## Data
>>>>

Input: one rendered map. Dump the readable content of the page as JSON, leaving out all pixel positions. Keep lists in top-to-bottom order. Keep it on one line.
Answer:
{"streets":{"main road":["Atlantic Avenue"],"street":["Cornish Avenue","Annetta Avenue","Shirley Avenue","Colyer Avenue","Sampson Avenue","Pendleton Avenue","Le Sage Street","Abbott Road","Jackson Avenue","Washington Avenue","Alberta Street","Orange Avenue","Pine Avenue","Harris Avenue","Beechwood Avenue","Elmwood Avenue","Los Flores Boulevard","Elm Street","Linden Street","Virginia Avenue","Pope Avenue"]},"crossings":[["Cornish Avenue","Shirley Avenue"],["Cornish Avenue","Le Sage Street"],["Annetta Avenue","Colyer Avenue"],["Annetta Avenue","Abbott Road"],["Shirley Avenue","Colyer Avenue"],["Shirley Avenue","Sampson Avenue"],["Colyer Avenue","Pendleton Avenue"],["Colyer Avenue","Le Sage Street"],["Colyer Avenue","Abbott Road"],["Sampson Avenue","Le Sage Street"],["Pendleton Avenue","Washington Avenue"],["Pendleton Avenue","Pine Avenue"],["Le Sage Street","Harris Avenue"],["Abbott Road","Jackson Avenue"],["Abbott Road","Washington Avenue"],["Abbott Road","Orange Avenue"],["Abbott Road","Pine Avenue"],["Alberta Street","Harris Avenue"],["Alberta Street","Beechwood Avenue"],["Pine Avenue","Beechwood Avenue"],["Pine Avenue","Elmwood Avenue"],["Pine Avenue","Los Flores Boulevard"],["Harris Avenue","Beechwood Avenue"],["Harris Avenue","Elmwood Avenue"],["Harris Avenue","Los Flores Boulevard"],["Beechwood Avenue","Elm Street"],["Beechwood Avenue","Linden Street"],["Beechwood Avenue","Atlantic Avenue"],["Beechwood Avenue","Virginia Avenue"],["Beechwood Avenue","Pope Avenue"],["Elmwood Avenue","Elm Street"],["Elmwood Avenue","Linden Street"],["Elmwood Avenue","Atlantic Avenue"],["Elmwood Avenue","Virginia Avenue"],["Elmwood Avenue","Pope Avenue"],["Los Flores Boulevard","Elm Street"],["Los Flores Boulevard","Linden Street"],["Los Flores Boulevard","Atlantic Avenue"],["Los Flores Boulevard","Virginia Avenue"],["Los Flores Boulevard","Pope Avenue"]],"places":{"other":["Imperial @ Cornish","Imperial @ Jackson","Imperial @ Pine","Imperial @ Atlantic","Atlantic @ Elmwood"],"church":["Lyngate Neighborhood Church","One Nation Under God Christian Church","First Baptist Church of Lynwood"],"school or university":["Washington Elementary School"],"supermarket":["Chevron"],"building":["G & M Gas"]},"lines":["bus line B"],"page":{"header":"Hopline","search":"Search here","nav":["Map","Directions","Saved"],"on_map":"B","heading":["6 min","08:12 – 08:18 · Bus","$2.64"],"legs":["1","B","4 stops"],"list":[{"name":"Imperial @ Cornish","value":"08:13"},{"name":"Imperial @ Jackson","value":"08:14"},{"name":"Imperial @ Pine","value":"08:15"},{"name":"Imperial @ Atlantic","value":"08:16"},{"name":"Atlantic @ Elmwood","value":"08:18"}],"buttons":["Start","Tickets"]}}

<<<<

Return the whole listing exactly.

Input: one rendered map. Dump the readable content of the page as JSON, leaving out all pixel positions. Keep lists in top-to-bottom order. Keep it on one line.
Answer:
{"streets":{"main road":["Atlantic Avenue"],"street":["Cornish Avenue","Annetta Avenue","Shirley Avenue","Colyer Avenue","Sampson Avenue","Pendleton Avenue","Le Sage Street","Abbott Road","Jackson Avenue","Washington Avenue","Alberta Street","Orange Avenue","Pine Avenue","Harris Avenue","Beechwood Avenue","Elmwood Avenue","Los Flores Boulevard","Elm Street","Linden Street","Virginia Avenue","Pope Avenue"]},"crossings":[["Cornish Avenue","Shirley Avenue"],["Cornish Avenue","Le Sage Street"],["Annetta Avenue","Colyer Avenue"],["Annetta Avenue","Abbott Road"],["Shirley Avenue","Colyer Avenue"],["Shirley Avenue","Sampson Avenue"],["Colyer Avenue","Pendleton Avenue"],["Colyer Avenue","Le Sage Street"],["Colyer Avenue","Abbott Road"],["Sampson Avenue","Le Sage Street"],["Pendleton Avenue","Washington Avenue"],["Pendleton Avenue","Pine Avenue"],["Le Sage Street","Harris Avenue"],["Abbott Road","Jackson Avenue"],["Abbott Road","Washington Avenue"],["Abbott Road","Orange Avenue"],["Abbott Road","Pine Avenue"],["Alberta Street","Harris Avenue"],["Alberta Street","Beechwood Avenue"],["Pine Avenue","Beechwood Avenue"],["Pine Avenue","Elmwood Avenue"],["Pine Avenue","Los Flores Boulevard"],["Harris Avenue","Beechwood Avenue"],["Harris Avenue","Elmwood Avenue"],["Harris Avenue","Los Flores Boulevard"],["Beechwood Avenue","Elm Street"],["Beechwood Avenue","Linden Street"],["Beechwood Avenue","Atlantic Avenue"],["Beechwood Avenue","Virginia Avenue"],["Beechwood Avenue","Pope Avenue"],["Elmwood Avenue","Elm Street"],["Elmwood Avenue","Linden Street"],["Elmwood Avenue","Atlantic Avenue"],["Elmwood Avenue","Virginia Avenue"],["Elmwood Avenue","Pope Avenue"],["Los Flores Boulevard","Elm Street"],["Los Flores Boulevard","Linden Street"],["Los Flores Boulevard","Atlantic Avenue"],["Los Flores Boulevard","Virginia Avenue"],["Los Flores Boulevard","Pope Avenue"]],"places":{"other":["Imperial @ Cornish","Imperial @ Jackson","Imperial @ Pine","Imperial @ Atlantic","Atlantic @ Elmwood"],"church":["Lyngate Neighborhood Church","One Nation Under God Christian Church","First Baptist Church of Lynwood"],"school or university":["Washington Elementary School"],"supermarket":["Chevron"],"building":["G & M Gas"]},"lines":["bus line B"],"page":{"header":"Hopline","search":"Search here","nav":["Map","Directions","Saved"],"on_map":"B","heading":["6 min","08:12 – 08:18 · Bus","$2.64"],"legs":["1","B","4 stops"],"list":[{"name":"Imperial @ Cornish","value":"08:13"},{"name":"Imperial @ Jackson","value":"08:14"},{"name":"Imperial @ Pine","value":"08:15"},{"name":"Imperial @ Atlantic","value":"08:16"},{"name":"Atlantic @ Elmwood","value":"08:18"}],"buttons":["Start","Tickets"]}}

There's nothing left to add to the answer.